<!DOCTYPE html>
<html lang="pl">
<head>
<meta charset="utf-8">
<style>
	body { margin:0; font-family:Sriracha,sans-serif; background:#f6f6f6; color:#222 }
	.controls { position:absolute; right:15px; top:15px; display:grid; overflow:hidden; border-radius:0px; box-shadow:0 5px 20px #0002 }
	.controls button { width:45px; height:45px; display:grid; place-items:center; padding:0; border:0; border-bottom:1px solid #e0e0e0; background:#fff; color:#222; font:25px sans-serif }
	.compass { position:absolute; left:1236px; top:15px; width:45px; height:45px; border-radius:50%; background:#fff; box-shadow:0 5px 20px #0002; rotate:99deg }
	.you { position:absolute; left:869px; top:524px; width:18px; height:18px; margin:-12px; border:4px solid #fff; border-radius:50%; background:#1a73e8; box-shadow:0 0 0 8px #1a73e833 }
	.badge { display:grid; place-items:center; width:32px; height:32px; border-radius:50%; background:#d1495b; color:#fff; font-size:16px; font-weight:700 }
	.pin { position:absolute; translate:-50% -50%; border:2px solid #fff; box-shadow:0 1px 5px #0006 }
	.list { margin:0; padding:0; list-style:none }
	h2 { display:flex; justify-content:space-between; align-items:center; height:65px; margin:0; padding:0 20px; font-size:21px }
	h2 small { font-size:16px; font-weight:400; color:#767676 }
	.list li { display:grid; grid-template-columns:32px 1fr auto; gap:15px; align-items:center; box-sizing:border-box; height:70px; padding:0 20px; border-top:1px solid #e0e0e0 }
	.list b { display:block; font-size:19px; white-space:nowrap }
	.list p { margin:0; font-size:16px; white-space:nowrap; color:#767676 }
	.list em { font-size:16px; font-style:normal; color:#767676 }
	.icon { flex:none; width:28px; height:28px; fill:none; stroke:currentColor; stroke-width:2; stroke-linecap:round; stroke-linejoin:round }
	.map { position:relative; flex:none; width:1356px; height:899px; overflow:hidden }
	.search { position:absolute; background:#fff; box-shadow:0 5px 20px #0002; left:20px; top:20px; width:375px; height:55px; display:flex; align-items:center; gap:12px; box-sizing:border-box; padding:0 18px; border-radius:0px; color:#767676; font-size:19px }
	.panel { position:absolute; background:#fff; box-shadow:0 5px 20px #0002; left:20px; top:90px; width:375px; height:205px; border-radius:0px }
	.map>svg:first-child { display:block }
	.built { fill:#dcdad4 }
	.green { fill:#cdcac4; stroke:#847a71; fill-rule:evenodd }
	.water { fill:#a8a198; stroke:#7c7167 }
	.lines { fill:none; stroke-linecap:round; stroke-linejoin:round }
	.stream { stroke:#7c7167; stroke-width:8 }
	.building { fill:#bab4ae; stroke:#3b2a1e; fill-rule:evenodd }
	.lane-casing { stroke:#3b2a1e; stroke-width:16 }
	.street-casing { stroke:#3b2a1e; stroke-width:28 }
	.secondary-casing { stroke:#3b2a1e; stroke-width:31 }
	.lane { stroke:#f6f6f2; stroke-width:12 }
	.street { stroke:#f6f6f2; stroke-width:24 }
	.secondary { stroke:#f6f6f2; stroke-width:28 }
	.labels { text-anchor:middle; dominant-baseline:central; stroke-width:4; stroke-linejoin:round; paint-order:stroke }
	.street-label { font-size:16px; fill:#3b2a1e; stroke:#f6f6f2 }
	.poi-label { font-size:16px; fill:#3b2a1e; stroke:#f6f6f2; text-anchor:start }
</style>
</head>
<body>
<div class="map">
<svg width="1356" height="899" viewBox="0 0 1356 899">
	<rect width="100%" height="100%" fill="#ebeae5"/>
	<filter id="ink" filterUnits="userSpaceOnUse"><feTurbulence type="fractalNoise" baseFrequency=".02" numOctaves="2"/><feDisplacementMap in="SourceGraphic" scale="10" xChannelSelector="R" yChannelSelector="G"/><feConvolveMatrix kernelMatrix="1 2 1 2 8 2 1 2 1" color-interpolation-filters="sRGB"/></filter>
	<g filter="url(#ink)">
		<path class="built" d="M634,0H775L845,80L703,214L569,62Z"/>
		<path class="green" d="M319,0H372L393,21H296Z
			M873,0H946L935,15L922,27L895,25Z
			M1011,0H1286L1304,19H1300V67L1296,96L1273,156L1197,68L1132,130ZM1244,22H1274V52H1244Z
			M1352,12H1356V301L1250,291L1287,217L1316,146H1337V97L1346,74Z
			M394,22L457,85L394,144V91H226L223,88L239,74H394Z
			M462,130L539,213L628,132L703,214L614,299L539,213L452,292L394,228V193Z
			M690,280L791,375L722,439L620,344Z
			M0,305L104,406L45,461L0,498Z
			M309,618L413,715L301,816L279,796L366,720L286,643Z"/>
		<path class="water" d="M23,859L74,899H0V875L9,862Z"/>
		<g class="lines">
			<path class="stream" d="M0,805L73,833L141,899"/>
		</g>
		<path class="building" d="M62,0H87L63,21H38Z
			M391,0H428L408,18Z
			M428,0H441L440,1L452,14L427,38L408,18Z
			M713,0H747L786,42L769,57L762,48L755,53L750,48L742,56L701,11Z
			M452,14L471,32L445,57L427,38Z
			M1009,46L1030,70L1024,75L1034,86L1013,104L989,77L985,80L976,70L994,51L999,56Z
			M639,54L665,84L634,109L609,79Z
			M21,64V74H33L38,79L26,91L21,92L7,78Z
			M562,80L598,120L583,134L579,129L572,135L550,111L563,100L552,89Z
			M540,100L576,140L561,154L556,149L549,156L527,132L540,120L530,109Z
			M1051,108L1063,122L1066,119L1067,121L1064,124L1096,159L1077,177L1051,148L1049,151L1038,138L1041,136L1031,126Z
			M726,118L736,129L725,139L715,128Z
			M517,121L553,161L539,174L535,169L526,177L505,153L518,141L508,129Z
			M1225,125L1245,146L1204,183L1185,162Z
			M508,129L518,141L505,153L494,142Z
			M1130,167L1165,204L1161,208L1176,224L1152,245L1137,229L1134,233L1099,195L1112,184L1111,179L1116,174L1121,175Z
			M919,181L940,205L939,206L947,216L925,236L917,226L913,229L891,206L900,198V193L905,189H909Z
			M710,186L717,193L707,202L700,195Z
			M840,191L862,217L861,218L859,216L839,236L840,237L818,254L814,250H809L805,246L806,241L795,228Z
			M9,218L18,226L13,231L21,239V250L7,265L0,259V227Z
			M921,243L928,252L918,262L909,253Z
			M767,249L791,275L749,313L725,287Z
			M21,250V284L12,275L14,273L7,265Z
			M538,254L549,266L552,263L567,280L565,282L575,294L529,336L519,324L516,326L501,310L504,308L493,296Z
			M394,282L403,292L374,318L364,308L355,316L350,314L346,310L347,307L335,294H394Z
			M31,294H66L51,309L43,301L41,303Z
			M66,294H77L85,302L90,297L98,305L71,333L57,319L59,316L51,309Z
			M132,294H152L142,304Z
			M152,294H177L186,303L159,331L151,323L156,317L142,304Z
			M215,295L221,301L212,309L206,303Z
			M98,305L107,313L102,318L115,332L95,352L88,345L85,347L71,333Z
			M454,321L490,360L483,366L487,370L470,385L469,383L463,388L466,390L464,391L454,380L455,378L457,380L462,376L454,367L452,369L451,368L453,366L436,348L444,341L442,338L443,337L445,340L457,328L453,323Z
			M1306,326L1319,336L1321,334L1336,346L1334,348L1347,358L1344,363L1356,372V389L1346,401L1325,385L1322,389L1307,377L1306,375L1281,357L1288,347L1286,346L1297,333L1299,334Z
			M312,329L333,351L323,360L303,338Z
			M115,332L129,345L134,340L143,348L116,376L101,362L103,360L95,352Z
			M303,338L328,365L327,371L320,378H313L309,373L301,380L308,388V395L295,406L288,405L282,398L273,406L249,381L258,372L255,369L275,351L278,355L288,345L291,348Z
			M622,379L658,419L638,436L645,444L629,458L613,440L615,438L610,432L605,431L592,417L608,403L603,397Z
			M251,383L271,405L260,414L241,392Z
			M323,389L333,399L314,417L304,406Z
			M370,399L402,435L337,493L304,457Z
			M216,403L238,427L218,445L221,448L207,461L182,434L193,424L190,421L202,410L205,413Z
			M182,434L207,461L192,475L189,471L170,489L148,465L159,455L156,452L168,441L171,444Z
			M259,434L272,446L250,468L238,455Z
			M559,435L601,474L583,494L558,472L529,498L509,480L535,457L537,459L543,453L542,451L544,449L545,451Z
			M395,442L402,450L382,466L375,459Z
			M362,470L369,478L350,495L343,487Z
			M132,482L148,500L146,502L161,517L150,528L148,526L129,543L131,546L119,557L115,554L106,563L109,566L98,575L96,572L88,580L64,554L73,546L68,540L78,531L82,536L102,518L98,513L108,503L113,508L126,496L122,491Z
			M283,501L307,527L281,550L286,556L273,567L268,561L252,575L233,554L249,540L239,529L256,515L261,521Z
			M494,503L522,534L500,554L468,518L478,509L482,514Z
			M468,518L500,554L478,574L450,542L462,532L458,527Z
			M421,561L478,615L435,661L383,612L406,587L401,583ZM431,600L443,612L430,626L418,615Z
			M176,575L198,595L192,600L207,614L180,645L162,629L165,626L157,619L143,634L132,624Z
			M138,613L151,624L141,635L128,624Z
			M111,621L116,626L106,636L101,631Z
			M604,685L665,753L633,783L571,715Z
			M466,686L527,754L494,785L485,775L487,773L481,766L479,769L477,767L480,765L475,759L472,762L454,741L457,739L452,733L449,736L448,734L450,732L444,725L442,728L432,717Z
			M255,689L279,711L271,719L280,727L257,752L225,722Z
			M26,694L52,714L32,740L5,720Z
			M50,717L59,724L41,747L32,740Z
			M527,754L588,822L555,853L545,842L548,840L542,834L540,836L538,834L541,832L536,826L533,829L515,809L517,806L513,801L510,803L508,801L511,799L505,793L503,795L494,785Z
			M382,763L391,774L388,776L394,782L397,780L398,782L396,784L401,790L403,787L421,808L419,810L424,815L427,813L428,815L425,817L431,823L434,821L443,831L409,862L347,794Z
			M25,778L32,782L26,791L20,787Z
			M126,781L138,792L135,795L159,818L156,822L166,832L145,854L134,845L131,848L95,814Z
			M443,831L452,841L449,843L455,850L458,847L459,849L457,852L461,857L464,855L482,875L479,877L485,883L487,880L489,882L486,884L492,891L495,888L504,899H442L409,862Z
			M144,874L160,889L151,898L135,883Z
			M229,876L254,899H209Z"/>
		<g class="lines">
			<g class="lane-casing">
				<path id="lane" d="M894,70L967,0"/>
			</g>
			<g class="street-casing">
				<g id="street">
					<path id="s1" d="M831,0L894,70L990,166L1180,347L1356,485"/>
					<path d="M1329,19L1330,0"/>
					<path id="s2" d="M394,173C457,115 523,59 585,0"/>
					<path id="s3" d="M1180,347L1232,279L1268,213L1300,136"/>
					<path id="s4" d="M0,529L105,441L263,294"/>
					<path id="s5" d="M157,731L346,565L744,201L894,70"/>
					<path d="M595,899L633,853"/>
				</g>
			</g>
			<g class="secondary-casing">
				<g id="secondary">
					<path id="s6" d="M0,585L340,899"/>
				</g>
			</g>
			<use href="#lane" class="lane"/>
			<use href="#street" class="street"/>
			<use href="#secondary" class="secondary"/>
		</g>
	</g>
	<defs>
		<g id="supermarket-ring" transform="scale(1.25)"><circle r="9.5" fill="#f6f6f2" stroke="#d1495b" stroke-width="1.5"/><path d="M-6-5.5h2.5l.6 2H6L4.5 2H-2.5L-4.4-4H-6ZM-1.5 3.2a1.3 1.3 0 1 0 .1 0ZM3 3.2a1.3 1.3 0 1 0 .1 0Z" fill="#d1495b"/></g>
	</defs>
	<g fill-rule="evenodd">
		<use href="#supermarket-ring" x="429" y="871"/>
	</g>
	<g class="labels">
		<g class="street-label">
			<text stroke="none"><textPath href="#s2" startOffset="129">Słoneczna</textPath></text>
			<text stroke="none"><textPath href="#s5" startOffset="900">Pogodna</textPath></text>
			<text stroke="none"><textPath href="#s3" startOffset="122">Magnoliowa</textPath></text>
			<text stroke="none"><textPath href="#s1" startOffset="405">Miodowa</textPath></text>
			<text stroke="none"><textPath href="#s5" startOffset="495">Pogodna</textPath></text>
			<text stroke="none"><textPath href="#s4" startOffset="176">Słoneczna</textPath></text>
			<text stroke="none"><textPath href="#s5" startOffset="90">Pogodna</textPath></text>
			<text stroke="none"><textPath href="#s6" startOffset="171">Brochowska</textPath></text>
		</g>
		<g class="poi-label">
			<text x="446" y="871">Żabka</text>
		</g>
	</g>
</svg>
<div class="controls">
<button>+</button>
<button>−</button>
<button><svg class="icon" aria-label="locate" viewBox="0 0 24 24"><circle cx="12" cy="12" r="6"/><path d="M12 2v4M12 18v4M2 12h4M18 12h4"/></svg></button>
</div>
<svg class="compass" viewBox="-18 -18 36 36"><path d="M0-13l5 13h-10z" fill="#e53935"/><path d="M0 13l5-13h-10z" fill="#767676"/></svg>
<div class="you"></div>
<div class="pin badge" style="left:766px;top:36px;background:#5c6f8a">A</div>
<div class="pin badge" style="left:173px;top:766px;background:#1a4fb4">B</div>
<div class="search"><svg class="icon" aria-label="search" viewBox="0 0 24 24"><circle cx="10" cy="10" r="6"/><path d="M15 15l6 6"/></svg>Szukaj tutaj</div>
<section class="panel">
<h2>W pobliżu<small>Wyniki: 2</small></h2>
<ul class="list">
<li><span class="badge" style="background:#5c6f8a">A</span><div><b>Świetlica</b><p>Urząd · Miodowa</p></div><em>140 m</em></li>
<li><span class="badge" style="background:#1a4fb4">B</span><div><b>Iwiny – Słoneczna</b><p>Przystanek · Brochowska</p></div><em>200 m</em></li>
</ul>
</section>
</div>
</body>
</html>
____
■ **AIM OF THE TASK**
Go through the data, and copy each line in which the word "nowrap" appears.

■ **RESPONSE AREA**
	.list b { display:block; font-size:19px; white-space:nowrap }
	.list p { margin:0; font-size:16px; white-space:nowrap; color:#767676 }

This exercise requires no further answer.